The TanaCon Disaster Shows How Hard Event Planning Actually Is

Photo taken by @lovely_asf on Twitter

If you haven’t heard of TanaCon, the next generation of event planners certainly has—and TanaCon is a case study in what can go wrong.

To understand what went wrong, let’s rewind.

TanaCon was birthed from a dispute between Tana Mongeau, a YouTuber with 3.5 million subscribers, and VidCon, a conference dedicated to video platforms such as YouTube and its content creators. VidCon offers young fans a chance to meet their favorites. The convention boasts more than 20,000 attendees at Anaheim Convention Center and has been held there since 2012.

Mongeau, 20, had not been given a Featured Creator badge for previous VidCons, resulting in her being swarmed by fans everywhere she navigated in the convention. (Featured Creators get access to nonpublic service hallways in the convention center, preventing just that.)

In April, Mongeau retaliated by announcing her own VidCon-esque convention, calling it TanaCon. It was to take place during VidCon in Anaheim—in fact, right across the street at the Marriott Anaheim Suites. She promised a focus on the fans, with long meet-and-greets with famous YouTubers and an affordability that VidCon couldn’t match: while VidCon charges $150 for entry, TanaCon was free for those who registered in May; VIP passes were only $65.

The VIP passes were supposed to allow attendees to skip lines, have private meet-and-greets and get swag bags that would be “worth more than quadruple the price of the whole ticket,” Mongreau tweeted in May, when TanaCon was less than a month away.

The convention-created-out-of-spite culminated in about 4,000 young fans standing in the hot Southern California sun for hours, waiting their chance to enter TanaCon. Just over 1,000 attendees made it inside the venue, maxing out the capacity of the main ballroom and a small room dedicated to merchandise sales. Outside, a crowd of mostly teens and tweens, alongside their parents, became increasingly sunburned and dehydrated. The chanting for refunds began.

Since all attendees were channeled into the same line—even if they paid for the VIP pass—the chaos resulted in the Garden Grove Police Department being called by the hotel to assist with the unruly crowd. Videos online showed a stampede of teens. One girl was taken to the hospital for minor injuries. The Garden Grove Police Department released a statement not only to explain what occurred but also disputing the 15,000 people Mongeau touted as being in attendance.

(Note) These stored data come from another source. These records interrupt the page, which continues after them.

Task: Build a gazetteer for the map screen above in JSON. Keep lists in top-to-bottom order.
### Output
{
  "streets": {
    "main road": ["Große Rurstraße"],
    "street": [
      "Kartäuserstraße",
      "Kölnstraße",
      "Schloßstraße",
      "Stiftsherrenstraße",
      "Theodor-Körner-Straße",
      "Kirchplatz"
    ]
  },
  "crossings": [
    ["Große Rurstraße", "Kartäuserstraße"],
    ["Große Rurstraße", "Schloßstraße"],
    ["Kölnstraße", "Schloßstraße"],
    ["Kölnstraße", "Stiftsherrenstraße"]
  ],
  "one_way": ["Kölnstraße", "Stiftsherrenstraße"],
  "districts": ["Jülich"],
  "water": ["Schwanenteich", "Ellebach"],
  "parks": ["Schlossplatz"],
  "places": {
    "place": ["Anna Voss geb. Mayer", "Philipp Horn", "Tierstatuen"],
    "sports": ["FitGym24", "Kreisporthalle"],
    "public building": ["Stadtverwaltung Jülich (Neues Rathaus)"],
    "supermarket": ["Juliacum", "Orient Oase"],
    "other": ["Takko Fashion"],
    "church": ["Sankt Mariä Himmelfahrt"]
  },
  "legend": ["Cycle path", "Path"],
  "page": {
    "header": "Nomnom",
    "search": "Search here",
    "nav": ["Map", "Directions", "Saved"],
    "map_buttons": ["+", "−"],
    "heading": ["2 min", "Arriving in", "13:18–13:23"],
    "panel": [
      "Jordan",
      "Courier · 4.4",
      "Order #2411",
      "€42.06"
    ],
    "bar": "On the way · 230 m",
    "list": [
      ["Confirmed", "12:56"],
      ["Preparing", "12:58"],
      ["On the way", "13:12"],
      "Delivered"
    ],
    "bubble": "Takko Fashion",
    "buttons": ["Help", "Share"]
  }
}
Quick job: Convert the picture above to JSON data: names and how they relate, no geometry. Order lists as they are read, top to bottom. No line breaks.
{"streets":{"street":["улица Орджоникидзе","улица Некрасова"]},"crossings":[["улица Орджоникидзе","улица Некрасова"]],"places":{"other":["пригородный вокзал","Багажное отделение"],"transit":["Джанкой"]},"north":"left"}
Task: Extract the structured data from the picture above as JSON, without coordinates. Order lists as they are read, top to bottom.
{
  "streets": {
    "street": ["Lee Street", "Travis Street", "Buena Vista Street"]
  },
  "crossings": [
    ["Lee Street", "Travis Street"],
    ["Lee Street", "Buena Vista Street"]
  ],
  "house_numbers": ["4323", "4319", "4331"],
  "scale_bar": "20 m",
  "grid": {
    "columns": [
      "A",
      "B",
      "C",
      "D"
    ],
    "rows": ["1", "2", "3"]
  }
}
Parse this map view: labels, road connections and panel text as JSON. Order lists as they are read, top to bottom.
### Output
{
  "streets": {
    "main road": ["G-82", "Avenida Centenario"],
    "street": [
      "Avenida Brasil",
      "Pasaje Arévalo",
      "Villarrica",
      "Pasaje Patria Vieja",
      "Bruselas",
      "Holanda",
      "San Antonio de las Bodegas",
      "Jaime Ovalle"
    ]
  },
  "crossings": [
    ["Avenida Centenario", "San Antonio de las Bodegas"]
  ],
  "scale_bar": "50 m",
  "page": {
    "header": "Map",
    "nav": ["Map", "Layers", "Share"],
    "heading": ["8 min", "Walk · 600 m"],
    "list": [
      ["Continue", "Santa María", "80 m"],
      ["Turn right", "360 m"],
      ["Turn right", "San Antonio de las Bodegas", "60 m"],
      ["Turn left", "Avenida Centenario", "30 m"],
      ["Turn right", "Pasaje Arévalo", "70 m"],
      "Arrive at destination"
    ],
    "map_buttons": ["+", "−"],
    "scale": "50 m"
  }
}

After a few hours, the event was canceled for the day, and the crowd was dispersed. Efforts to relocate to a bigger venue for the rest of the planned three-day event were not successful. Good Times Entertainment, the company hired to mount and manage the event, released a statement saying the sheer number of fans who showed up—a 15,000-person crowd, it said—compromised the safety of the event. TanaCon was canceled. Good Times promised refunds within 30 business days.

While some outlets have been reporting that TanaCon took place at Marriott Anaheim, the convention actually occurred at Marriott Anaheim Suites, which has event space clearly listed on its website with a maximum capacity of 1,018 attendees and a total of 9,727 sq. ft.

Veteran YouTuber Shane Dawson covered this issue extensively, interviewing all sides—including 21-year-old Good Times Entertainment CEO Michael Weist—on, fittingly, YouTube. You can watch the saga here.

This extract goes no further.